U nas też nie ma pór stałych posiłków,wszystko zalezy od chęci i apetytu Oliwiera...:tak:
Rano ok 8 je kaszkę na mleku modyfikowanym,całą michę wsuwa,potem idzie spać,ok 11-12 je Danonka albo Monte albo jajeczniczkę,potem ok 14 deserek:albo kleik z owocami,budyń itp ale to zalezy bo czasem ten posiłek jest przesunięty na późne popołudnie jak mały nie chce jeśc o 14. Ok 16 je zupkę z warzyw z mięskiem albo rosolek,pomidorówkę,pulpecik z ziemniakami itp, potem ewentualnie ten deser i wieczorem przed snem znów kaszka z łyżeczki. W międzyczasie 1 soczek owocowy wypije i wodę albo herbatkę,podgryza chrupki i biszkopty ale tych drugich bardzo niewiele.Kanapki nie wchodzą,parówek nie lubi,czasem zje troszkę ze srodka bułeczki ale tez nie zawsze...
 
Maryska ma ustalone pory posilkow i bardzo ich przestrzegam. Jak nie chce jesc ktoregos z nich, nie namawiam.

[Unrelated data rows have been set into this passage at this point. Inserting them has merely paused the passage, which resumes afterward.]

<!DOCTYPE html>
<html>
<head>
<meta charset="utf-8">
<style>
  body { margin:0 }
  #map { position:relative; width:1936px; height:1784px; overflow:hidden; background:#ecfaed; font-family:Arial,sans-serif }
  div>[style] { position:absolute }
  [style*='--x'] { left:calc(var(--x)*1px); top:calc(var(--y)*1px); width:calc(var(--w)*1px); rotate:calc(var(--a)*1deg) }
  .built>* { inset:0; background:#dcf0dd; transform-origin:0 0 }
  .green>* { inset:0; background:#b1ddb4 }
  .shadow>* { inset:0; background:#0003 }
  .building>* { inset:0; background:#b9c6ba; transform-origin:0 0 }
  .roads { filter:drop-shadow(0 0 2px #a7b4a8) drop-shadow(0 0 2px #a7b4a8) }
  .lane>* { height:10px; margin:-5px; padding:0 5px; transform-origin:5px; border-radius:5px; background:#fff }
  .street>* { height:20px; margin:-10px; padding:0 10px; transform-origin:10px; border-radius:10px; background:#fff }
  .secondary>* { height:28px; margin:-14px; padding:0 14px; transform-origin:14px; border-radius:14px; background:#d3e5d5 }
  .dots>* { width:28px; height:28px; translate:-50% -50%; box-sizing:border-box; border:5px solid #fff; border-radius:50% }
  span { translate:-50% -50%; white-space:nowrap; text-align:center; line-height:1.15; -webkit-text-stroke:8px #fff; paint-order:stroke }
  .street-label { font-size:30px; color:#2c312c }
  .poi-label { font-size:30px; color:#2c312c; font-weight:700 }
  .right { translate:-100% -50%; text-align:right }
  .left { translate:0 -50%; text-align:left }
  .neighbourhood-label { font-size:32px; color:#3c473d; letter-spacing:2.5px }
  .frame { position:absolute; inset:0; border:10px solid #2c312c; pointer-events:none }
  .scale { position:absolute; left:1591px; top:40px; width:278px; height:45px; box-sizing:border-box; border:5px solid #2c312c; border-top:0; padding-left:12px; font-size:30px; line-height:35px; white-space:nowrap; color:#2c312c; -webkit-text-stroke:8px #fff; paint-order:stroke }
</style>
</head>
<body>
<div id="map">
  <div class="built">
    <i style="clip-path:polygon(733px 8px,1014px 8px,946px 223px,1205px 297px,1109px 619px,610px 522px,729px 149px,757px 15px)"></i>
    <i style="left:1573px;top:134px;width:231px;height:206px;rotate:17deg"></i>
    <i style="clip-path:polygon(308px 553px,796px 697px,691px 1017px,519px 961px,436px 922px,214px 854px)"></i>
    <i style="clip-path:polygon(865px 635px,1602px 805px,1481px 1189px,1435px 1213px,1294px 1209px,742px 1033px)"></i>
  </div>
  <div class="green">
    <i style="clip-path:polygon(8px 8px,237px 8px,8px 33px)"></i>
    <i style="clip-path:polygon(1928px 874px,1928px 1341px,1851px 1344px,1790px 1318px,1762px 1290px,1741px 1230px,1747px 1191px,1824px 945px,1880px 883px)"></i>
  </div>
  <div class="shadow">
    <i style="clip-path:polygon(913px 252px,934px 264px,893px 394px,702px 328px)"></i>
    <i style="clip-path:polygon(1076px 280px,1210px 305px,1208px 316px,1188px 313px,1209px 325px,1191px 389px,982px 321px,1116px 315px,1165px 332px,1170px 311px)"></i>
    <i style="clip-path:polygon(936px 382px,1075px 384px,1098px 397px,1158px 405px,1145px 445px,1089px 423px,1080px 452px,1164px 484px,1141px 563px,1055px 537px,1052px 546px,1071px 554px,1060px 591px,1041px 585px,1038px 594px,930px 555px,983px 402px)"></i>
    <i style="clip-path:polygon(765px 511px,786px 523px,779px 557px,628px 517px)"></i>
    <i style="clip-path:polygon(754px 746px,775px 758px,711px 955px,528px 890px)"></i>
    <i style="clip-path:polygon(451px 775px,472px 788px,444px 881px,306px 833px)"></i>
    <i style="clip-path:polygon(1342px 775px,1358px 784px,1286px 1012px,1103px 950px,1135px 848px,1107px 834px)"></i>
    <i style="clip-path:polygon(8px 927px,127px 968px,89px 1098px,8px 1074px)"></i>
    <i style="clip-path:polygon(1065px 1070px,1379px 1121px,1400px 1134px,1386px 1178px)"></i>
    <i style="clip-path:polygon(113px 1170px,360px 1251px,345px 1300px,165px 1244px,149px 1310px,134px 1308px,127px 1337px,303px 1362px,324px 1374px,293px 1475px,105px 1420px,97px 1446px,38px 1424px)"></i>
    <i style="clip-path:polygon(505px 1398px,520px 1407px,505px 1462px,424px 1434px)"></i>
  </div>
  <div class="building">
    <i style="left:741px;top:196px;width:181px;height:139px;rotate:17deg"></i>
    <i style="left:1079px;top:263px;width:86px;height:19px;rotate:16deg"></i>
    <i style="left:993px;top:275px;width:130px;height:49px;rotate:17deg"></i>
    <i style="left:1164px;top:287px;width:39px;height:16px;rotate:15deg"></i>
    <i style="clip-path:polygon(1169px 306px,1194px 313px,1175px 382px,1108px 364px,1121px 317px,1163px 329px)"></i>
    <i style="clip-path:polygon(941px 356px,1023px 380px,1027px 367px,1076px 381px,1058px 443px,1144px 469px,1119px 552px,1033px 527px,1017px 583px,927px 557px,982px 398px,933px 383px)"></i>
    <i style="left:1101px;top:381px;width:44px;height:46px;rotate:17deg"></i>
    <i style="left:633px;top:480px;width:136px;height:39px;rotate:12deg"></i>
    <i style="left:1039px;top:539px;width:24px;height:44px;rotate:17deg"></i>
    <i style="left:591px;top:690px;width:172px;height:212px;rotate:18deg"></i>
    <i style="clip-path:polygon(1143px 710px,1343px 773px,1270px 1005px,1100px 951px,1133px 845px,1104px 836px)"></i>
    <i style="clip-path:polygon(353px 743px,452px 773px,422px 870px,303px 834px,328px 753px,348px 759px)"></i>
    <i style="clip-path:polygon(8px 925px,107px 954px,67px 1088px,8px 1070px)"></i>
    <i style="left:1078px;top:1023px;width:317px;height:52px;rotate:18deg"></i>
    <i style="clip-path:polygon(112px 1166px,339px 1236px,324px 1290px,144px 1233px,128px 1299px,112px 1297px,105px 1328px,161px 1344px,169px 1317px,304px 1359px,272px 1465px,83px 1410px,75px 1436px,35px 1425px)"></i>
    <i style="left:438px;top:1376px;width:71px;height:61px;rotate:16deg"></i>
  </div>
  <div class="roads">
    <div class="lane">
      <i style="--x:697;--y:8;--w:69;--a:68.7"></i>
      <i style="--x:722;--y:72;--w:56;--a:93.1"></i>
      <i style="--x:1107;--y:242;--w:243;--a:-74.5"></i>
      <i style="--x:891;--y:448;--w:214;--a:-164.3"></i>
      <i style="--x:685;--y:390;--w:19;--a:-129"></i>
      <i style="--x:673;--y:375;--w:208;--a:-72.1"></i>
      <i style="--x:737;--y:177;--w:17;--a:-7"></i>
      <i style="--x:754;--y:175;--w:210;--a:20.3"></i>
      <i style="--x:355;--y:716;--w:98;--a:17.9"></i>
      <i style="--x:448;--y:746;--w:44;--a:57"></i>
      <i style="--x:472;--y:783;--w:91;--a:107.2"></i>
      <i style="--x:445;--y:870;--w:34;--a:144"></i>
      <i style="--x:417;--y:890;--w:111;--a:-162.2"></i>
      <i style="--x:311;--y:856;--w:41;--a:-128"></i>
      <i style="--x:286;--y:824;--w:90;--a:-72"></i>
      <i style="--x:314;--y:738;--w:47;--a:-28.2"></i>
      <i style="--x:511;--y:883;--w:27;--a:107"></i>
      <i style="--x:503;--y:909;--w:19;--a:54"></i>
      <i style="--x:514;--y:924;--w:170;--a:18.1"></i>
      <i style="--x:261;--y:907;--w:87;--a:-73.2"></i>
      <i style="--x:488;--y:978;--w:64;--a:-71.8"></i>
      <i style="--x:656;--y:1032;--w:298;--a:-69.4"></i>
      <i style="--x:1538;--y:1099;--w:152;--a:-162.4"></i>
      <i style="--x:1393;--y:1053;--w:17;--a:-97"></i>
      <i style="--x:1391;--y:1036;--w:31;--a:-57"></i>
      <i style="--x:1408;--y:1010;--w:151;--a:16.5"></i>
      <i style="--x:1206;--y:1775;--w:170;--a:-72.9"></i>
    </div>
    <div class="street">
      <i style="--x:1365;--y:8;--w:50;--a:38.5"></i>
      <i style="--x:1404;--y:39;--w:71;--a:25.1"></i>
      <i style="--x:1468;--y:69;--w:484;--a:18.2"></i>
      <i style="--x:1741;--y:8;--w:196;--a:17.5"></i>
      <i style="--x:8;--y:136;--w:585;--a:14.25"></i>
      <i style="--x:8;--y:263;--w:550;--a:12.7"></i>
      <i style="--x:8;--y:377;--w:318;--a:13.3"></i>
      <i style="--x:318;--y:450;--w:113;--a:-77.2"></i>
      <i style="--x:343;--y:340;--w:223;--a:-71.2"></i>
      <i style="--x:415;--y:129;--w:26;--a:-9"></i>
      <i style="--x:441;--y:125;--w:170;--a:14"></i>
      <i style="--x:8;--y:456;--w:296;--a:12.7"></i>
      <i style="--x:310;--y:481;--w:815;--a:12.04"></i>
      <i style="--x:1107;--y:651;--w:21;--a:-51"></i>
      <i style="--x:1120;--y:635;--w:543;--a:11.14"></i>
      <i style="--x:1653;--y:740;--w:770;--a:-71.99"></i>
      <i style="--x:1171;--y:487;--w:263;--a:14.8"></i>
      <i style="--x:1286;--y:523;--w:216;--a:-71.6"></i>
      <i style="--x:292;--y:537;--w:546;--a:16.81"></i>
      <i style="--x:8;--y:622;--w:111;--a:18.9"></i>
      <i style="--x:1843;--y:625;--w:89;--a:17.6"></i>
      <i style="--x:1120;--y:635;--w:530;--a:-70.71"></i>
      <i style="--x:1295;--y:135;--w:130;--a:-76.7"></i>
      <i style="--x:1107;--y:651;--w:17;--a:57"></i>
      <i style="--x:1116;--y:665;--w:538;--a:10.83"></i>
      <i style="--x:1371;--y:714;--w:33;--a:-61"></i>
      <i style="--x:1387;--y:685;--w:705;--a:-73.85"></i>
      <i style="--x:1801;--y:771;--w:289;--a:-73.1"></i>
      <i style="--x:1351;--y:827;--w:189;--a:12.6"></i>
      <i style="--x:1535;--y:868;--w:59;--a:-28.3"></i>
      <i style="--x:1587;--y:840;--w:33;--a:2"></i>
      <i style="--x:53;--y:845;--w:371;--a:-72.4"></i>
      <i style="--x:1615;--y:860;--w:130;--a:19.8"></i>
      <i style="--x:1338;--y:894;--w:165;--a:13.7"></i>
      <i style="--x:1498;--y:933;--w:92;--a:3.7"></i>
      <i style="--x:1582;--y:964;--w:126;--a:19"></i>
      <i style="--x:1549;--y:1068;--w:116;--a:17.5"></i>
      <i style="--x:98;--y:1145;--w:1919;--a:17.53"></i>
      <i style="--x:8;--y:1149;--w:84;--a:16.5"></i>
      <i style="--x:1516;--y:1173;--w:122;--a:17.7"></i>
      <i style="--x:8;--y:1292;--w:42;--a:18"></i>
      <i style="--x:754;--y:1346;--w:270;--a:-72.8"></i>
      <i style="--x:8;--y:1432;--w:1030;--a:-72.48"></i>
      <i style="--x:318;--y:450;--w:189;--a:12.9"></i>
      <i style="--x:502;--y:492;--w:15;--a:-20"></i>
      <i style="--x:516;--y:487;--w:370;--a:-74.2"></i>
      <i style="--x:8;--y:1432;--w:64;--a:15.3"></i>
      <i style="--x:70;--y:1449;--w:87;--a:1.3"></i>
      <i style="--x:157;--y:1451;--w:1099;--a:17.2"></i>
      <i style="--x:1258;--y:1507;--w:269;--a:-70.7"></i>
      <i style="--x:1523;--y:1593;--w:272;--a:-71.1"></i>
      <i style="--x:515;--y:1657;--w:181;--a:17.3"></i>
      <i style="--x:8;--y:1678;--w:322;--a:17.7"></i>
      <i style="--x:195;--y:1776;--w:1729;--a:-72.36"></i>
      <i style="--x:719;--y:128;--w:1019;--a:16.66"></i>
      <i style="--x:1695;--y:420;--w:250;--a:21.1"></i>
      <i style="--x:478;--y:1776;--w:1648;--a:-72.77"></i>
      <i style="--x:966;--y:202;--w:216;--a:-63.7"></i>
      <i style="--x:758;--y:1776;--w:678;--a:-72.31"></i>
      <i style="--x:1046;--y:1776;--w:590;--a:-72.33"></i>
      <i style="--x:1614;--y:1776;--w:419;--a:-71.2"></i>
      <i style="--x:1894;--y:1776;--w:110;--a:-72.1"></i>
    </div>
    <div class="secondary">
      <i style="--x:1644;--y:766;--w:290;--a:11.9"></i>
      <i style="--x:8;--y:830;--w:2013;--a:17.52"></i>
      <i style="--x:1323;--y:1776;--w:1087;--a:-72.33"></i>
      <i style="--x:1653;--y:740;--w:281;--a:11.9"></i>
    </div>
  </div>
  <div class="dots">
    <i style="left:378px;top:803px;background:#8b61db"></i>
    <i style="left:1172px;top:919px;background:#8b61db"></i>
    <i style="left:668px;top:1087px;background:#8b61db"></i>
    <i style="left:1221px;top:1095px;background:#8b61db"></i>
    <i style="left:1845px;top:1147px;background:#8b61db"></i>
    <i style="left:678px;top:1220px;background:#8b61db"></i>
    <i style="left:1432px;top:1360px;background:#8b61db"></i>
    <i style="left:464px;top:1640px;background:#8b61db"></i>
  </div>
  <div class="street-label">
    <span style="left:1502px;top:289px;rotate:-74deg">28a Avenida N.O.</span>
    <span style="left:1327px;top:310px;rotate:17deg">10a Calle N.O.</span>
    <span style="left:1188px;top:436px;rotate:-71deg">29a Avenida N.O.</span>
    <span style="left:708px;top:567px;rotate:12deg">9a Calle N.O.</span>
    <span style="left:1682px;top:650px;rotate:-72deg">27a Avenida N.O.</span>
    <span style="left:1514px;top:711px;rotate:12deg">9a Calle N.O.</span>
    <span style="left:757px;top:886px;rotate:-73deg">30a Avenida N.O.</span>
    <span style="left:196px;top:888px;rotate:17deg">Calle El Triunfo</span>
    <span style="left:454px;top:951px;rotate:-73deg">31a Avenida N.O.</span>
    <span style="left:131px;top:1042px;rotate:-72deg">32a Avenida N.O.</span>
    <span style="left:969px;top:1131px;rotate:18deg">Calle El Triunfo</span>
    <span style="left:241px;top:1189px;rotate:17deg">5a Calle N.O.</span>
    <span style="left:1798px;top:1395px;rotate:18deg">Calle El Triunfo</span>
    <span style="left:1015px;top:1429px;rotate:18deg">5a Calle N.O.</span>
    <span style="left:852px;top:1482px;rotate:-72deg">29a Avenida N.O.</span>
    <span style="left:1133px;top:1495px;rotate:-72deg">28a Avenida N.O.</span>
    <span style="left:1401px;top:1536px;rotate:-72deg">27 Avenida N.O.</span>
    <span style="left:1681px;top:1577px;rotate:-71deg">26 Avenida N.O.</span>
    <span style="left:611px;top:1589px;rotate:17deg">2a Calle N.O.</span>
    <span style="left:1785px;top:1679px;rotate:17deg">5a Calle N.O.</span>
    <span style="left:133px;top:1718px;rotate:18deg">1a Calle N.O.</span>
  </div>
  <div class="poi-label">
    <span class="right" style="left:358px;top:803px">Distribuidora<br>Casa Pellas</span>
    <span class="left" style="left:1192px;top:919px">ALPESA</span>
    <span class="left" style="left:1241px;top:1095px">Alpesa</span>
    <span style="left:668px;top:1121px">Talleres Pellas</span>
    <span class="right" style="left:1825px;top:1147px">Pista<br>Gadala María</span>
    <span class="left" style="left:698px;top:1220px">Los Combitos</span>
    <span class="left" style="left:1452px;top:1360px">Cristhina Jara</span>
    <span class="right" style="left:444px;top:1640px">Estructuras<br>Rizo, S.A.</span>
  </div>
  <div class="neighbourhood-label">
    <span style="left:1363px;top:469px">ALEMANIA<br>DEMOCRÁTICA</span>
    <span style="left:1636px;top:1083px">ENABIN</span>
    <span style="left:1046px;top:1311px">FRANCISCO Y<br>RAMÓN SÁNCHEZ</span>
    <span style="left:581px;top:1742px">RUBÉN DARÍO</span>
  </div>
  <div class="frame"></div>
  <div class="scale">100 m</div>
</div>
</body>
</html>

Zazwyczaj jest wtedy tak, ze nastepny posilek zjada juz lepiej, bo jest glodna (ale wtedy nie ma podgryzania innych rzeczy w miedzy czasie).
A wyglada to tak:
7.00/7.30 - mleko modyfikowane ok. 180 ml
ok. 10.00 jemy razem sniadanie i Maryska dostaje kawaleczek wedliny, sery, chlebek itd., ale nie sa to duze ilosi
11.30 - tzw. "owocki", czyli w naszym przypadku np. kasza manna lub kaszka kukurydziana z owocami
15.30 - zupa
18.00 - kasza Sinlac + cos na deser
20.15 - 220 ml mleka modyfikowanego z kleikiem ryzowym

Poza tym rozne roznosci, czyli chrupki, ciastka, kawalki owocow do raczki miedzy posilkami.
 
reklama
Zuza,podobnie jak Marysia ma raczej stałe pory posiłków i również jak mi przy którymś marudzi-odpuszcam a następny pięknie pałaszuje...

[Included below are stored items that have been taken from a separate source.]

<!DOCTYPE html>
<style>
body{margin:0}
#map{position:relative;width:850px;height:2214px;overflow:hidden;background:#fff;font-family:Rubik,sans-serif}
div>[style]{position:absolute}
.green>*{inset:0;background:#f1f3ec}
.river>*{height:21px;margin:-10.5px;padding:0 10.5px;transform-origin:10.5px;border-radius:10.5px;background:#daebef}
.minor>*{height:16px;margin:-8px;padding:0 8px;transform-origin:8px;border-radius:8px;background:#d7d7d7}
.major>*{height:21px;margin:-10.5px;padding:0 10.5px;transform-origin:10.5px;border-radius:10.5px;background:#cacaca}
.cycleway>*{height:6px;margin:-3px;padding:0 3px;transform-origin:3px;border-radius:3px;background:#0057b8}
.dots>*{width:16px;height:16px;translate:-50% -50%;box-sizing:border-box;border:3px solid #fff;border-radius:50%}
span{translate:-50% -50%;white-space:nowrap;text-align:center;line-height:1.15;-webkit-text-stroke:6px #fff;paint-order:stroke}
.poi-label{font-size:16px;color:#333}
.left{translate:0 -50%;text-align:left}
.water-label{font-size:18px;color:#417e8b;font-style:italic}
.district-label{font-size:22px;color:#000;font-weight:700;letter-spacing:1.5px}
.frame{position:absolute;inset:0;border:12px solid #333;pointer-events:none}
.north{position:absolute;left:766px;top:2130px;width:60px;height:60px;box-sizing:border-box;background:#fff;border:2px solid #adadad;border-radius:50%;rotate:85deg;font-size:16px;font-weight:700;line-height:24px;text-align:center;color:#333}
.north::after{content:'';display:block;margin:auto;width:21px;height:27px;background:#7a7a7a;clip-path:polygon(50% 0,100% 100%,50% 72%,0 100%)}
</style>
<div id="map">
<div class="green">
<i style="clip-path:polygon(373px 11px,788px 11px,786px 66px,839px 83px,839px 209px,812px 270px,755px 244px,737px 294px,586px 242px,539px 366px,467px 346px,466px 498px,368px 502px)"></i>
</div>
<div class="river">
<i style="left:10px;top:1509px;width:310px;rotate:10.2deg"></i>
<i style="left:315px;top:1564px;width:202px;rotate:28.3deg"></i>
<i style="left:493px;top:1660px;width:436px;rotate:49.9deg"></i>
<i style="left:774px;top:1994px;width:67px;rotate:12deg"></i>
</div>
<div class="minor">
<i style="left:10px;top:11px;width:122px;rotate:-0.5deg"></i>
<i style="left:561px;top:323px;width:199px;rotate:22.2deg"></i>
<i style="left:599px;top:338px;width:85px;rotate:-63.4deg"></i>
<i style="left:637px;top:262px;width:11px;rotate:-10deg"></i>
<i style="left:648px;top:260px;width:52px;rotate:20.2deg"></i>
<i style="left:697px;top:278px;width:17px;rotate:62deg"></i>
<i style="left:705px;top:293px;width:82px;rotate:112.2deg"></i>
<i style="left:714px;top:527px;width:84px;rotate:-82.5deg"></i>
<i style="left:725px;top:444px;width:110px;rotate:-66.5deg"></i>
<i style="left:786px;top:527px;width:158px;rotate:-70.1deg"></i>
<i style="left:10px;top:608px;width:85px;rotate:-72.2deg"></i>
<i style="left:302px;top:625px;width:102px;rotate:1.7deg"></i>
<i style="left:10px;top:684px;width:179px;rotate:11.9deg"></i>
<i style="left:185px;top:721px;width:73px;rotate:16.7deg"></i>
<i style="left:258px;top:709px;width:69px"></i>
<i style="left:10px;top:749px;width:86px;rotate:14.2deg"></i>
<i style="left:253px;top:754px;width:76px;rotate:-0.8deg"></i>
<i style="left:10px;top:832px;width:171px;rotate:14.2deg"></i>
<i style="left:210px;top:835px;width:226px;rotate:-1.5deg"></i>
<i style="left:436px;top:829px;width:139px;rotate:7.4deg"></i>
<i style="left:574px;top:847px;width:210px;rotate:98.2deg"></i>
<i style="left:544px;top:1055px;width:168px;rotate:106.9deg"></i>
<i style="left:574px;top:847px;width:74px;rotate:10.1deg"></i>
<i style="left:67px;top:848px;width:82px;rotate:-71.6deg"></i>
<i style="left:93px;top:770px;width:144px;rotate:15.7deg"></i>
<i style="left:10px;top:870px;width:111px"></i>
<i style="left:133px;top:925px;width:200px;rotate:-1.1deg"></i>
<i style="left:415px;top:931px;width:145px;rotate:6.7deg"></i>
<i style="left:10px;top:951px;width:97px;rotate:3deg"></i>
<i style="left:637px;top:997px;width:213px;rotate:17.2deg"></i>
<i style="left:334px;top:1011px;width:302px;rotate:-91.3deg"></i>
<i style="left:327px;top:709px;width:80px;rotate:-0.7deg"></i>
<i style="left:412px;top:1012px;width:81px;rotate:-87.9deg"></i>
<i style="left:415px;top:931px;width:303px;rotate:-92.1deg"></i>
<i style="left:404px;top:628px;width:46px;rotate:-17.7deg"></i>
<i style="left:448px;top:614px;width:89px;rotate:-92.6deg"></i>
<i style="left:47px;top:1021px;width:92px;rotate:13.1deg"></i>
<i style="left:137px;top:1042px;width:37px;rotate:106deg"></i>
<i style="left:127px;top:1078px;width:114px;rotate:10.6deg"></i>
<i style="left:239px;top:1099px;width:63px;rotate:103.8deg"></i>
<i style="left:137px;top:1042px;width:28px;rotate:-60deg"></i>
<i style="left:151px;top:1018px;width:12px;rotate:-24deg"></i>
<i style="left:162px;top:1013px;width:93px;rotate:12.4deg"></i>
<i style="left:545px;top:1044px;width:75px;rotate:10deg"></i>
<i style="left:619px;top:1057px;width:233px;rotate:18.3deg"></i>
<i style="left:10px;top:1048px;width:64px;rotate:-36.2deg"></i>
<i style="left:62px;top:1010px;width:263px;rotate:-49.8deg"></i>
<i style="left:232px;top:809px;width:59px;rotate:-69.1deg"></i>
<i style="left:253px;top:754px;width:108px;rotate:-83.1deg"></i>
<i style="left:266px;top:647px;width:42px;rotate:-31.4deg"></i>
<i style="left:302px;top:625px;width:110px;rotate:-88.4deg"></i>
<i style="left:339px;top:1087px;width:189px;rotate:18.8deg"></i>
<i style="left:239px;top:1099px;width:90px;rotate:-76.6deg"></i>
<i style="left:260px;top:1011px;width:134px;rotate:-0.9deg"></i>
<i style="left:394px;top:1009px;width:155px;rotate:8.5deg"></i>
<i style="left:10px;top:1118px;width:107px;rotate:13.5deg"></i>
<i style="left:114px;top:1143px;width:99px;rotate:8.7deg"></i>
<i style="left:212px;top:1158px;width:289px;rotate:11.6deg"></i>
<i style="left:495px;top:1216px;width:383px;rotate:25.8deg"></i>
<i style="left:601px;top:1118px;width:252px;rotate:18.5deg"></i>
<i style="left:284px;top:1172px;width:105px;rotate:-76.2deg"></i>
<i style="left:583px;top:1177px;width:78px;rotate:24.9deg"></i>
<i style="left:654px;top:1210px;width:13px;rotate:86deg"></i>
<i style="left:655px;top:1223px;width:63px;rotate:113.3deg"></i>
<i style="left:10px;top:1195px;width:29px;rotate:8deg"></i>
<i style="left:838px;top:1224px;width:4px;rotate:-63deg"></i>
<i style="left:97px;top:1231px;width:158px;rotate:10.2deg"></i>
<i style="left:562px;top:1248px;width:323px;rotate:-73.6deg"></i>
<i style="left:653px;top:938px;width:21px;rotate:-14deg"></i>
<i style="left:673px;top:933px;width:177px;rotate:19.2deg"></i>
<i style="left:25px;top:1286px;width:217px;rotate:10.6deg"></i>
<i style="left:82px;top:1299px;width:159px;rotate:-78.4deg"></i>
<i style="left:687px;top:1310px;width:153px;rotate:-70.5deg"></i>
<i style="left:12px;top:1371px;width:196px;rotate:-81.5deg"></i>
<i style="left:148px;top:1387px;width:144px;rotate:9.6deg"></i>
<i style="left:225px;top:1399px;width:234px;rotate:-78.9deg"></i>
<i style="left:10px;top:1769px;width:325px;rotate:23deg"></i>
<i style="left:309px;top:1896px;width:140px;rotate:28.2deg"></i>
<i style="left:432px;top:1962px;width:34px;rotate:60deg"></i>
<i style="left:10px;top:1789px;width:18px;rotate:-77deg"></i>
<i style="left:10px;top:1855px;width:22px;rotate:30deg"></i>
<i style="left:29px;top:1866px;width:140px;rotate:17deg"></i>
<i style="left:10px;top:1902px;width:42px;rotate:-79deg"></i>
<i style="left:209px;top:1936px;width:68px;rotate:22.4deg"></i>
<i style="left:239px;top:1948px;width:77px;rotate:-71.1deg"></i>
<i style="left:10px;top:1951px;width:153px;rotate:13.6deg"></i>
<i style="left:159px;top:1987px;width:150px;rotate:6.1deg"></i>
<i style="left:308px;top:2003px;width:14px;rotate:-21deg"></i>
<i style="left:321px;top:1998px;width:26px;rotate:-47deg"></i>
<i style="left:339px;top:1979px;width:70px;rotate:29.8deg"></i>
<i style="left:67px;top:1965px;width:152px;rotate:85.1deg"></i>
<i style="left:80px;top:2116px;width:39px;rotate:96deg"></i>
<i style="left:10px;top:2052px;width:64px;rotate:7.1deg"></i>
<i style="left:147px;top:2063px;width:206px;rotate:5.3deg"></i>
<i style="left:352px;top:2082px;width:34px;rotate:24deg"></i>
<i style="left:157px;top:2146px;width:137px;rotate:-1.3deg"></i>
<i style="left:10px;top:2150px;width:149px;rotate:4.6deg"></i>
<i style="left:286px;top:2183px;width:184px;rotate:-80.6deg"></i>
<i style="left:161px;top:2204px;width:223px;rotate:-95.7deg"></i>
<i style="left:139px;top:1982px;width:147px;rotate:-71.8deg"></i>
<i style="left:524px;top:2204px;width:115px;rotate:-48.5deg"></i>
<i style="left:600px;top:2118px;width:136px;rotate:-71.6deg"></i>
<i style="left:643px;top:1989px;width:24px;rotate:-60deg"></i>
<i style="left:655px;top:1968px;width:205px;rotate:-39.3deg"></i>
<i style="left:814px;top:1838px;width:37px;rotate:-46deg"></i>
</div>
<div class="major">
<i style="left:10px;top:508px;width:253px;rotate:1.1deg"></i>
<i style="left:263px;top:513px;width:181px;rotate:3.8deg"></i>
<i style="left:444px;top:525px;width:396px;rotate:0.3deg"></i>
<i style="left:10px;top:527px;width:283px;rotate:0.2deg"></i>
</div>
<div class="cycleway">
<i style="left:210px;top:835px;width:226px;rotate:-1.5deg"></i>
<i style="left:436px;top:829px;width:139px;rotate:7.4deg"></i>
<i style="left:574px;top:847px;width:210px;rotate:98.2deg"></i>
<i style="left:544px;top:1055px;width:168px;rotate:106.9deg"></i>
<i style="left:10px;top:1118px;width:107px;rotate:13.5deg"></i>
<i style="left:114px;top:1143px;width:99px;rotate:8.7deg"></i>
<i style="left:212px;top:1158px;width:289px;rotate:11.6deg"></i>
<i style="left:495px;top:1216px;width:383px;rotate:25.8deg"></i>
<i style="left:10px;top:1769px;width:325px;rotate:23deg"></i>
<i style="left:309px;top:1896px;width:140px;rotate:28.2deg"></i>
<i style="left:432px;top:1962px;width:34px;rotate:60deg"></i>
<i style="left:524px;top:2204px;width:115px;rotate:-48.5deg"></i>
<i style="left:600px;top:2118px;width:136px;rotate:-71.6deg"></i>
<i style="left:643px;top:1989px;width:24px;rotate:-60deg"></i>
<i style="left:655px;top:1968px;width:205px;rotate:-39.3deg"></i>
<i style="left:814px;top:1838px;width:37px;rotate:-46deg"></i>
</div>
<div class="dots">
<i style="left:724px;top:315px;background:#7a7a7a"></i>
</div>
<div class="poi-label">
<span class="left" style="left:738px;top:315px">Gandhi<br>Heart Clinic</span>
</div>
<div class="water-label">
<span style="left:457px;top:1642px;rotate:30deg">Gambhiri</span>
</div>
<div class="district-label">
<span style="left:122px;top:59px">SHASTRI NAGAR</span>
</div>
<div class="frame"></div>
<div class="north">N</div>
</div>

7.30-8.00-150 ml(wiem,że mało ale więcej na raz Zuza nigdy nie wypija!!!)mleka z kaszką-z tym,że dostaje już te smakowe mleczka Nestle
9.30-10.00-drugie śniadanie w formir jajecznicy lub po prostu kanapki z wędlinką lub duży Danonek najczęściej mieszny z jakimś deserkiem owocowym
12.00-13.00-zupka
...troszkę obiadku z naszych talerzy
0k.16 znów 150 ml mleczka
19.00-20.00mleko z kaską"na dobry sen"
No i niestey około północy znów mała porcaja mleka a czasem kolejna około 4rano...To nie jest fajne...No i oczywiście Młoda przez cały dzień podgryza jabłka,banany i marchew.Czasem miśkopty i paluszki.I dziennie wypija jednego Kubusia.